Sellers de-risk. They trade the promise of the future for more certainty now. Buyers and investors must take risk – giving up the safety of cash, debt capacity or equity for the promise of what is to come. While firms that check all the boxes may command the highest multiples, there is plenty of demand at fair values for interesting companies with strong products and substantial growth potential that are less than perfect. The more certainty buyers and investors have in the future of these companies, the more they are willing to pay. Conversely, the less the confidence about the future of a target company, the higher the risk premium – in other words, the lower the price they are willing to pay. Strategic buyers and investors are aware that the world is changing rapidly. Many of them are anxious not to be left behind, and often optimistic about the long-term opportunity. At the same time, their optimism is tempered by perceived risk. In the current market, most are cautiously optimistic as opposed to irrationally exuberant – and we see that sentiment growing.
We’re not in the business of telling people if or when they should raise capital, buy or sell.
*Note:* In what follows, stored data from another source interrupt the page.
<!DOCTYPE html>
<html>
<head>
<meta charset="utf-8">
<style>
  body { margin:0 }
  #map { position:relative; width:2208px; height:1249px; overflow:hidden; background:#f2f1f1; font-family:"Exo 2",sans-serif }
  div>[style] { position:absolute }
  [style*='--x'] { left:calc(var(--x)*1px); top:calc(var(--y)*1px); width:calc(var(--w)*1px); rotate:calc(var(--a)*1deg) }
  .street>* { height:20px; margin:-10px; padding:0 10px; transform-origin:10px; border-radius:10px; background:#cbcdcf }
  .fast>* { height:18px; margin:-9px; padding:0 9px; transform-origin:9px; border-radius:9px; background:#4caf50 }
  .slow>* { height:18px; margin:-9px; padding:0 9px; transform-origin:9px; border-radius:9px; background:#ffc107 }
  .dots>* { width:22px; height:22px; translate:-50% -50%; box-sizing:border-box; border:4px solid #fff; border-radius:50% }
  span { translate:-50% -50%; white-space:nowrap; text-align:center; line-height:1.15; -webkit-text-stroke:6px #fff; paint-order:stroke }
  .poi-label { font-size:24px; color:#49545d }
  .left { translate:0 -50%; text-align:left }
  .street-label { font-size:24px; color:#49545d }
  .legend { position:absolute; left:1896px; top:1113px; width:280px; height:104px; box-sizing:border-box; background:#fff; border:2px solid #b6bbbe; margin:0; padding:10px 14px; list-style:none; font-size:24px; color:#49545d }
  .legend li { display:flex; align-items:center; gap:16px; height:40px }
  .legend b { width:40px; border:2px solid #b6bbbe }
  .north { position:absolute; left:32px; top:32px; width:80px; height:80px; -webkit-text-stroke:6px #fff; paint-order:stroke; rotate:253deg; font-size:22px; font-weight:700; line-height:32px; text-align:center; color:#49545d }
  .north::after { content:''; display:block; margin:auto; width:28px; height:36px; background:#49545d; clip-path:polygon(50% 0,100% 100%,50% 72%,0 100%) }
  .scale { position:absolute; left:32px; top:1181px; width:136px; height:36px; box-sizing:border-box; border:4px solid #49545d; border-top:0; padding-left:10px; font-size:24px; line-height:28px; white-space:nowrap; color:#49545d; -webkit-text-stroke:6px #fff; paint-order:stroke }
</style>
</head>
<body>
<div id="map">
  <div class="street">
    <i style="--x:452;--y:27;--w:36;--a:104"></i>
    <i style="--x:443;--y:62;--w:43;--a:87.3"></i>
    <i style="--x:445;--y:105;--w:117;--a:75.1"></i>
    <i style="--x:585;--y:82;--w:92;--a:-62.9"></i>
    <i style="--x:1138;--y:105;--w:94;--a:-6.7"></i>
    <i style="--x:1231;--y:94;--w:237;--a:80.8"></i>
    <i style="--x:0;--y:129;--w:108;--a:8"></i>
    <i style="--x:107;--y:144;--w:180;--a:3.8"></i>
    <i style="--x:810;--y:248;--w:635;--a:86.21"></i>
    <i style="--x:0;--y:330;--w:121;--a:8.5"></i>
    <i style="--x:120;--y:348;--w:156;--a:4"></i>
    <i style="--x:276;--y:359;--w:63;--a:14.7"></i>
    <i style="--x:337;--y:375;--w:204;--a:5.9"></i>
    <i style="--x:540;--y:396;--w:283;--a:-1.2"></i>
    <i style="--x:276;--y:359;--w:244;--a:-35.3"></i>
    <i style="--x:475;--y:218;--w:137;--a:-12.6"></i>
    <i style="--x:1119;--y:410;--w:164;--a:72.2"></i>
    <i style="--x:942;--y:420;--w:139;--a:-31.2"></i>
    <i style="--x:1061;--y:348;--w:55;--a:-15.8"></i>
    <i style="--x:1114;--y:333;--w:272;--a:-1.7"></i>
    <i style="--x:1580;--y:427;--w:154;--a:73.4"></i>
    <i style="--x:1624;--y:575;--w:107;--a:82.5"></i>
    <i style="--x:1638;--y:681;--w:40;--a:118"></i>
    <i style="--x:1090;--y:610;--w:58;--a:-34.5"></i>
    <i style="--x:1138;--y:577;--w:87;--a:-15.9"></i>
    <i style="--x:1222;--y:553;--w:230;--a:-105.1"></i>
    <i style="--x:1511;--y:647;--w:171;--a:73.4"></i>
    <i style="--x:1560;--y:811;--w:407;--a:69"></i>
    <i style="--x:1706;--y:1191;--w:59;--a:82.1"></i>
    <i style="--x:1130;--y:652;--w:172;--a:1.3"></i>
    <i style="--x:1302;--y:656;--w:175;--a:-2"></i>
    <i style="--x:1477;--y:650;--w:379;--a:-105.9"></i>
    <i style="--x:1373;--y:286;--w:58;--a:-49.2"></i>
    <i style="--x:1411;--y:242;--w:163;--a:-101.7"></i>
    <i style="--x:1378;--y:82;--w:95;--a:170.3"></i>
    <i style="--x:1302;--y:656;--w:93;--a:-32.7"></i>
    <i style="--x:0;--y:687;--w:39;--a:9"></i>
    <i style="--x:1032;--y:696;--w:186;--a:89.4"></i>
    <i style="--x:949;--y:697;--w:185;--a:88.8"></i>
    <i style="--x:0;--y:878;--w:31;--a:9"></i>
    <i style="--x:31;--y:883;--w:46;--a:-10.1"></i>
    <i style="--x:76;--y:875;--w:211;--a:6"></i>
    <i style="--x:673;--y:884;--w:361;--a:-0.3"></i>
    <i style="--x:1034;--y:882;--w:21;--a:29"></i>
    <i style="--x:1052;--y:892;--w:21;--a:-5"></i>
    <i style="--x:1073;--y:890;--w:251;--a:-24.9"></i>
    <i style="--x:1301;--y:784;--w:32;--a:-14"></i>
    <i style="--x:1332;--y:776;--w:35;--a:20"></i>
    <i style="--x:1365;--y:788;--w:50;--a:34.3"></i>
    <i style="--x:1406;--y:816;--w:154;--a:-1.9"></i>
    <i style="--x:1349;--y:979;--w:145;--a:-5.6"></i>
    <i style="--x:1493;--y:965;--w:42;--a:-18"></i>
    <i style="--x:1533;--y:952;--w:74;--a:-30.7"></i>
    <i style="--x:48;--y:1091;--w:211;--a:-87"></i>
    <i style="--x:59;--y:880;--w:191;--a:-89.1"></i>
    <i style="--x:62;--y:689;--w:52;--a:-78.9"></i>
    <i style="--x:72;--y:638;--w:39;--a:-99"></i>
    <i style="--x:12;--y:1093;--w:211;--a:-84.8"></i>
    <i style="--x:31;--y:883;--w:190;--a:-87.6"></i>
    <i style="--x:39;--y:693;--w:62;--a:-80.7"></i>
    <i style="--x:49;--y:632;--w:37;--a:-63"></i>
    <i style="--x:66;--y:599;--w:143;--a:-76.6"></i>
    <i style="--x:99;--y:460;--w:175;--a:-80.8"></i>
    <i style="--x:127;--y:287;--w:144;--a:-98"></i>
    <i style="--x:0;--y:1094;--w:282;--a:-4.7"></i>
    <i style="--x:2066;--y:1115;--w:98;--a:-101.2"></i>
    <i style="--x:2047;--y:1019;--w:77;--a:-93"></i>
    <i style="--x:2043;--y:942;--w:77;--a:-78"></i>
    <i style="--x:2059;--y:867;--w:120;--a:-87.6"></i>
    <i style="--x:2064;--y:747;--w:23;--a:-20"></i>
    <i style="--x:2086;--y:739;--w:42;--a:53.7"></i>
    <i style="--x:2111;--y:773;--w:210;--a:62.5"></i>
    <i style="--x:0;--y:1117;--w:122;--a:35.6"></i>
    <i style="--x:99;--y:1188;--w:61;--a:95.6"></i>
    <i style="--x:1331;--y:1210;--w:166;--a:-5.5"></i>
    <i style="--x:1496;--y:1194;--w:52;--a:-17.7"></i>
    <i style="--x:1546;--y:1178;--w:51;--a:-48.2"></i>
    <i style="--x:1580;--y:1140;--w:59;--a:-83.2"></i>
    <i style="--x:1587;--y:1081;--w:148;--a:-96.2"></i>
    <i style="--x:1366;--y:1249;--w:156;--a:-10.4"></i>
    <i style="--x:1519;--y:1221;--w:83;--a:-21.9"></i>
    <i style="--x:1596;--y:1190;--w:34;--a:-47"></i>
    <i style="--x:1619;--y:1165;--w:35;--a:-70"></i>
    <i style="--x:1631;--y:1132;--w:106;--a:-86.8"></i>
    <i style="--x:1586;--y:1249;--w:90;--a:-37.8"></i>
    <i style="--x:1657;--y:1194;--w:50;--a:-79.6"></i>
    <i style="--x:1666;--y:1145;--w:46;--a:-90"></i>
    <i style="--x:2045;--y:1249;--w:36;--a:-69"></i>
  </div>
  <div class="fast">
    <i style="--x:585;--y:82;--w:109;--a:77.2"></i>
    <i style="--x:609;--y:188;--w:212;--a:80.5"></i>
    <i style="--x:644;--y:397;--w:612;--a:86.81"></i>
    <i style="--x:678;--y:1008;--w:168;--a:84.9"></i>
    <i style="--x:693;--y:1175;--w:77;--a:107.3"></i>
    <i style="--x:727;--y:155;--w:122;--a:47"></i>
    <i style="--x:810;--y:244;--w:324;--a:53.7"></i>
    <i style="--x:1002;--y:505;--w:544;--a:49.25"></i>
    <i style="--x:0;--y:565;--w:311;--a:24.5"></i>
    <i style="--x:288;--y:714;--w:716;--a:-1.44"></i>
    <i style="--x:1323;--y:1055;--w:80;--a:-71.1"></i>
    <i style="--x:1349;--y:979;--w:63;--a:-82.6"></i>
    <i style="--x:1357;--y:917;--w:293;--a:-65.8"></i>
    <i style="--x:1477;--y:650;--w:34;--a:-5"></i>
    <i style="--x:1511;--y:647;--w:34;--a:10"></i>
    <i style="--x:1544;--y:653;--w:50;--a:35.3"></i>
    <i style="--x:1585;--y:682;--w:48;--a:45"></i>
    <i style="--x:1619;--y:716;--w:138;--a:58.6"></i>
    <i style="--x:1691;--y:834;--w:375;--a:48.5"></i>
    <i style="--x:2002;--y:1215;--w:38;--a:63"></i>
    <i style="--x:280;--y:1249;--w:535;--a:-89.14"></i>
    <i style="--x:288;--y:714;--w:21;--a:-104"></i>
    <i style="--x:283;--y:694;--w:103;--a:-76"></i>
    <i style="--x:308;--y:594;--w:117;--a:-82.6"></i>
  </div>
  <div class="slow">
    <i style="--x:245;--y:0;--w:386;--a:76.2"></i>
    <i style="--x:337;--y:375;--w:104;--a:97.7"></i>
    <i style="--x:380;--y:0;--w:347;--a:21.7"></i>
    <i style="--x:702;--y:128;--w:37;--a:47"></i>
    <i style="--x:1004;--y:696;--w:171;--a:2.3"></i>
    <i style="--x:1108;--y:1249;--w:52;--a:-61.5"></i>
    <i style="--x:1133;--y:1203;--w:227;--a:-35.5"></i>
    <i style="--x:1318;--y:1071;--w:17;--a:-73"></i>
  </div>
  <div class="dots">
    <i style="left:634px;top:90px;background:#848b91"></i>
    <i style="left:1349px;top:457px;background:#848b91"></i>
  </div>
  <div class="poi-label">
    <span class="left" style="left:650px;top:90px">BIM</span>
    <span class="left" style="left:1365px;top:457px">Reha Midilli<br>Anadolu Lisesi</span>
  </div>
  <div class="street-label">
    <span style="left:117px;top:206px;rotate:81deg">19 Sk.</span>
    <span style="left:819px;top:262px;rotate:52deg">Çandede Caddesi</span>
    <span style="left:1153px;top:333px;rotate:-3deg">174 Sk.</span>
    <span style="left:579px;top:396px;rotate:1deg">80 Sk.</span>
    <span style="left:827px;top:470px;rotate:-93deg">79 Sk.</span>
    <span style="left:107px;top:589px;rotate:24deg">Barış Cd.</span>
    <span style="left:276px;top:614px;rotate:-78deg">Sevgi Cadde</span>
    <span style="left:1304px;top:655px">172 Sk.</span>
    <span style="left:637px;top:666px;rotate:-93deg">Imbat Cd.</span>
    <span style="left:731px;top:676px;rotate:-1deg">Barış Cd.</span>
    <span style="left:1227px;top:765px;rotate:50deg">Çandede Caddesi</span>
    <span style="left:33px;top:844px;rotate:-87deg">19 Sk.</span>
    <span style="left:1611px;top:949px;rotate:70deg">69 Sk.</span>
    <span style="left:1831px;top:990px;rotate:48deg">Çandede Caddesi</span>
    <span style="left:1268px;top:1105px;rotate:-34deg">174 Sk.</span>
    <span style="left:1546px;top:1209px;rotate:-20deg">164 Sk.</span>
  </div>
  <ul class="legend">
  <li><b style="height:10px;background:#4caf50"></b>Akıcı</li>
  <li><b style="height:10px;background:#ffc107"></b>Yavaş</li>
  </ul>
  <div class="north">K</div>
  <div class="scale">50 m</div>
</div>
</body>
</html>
We just help them understand the market – and execute, when they are ready. Lately we’re telling people that, if you are ready, the 2016 m&a market is still strong – even if your firm is less than perfect – and we expect it to remain strong for the next 12-18 months – which is about as far out as our crystal ball can see. Sellers who persist in wishful thinking in spite of the realities on the ground may have challenges, but those that have a realistic view of their firm’s strengths and weaknesses – and a realistic sense of value – will find a host of willing investors and buyers. We’re happy to help.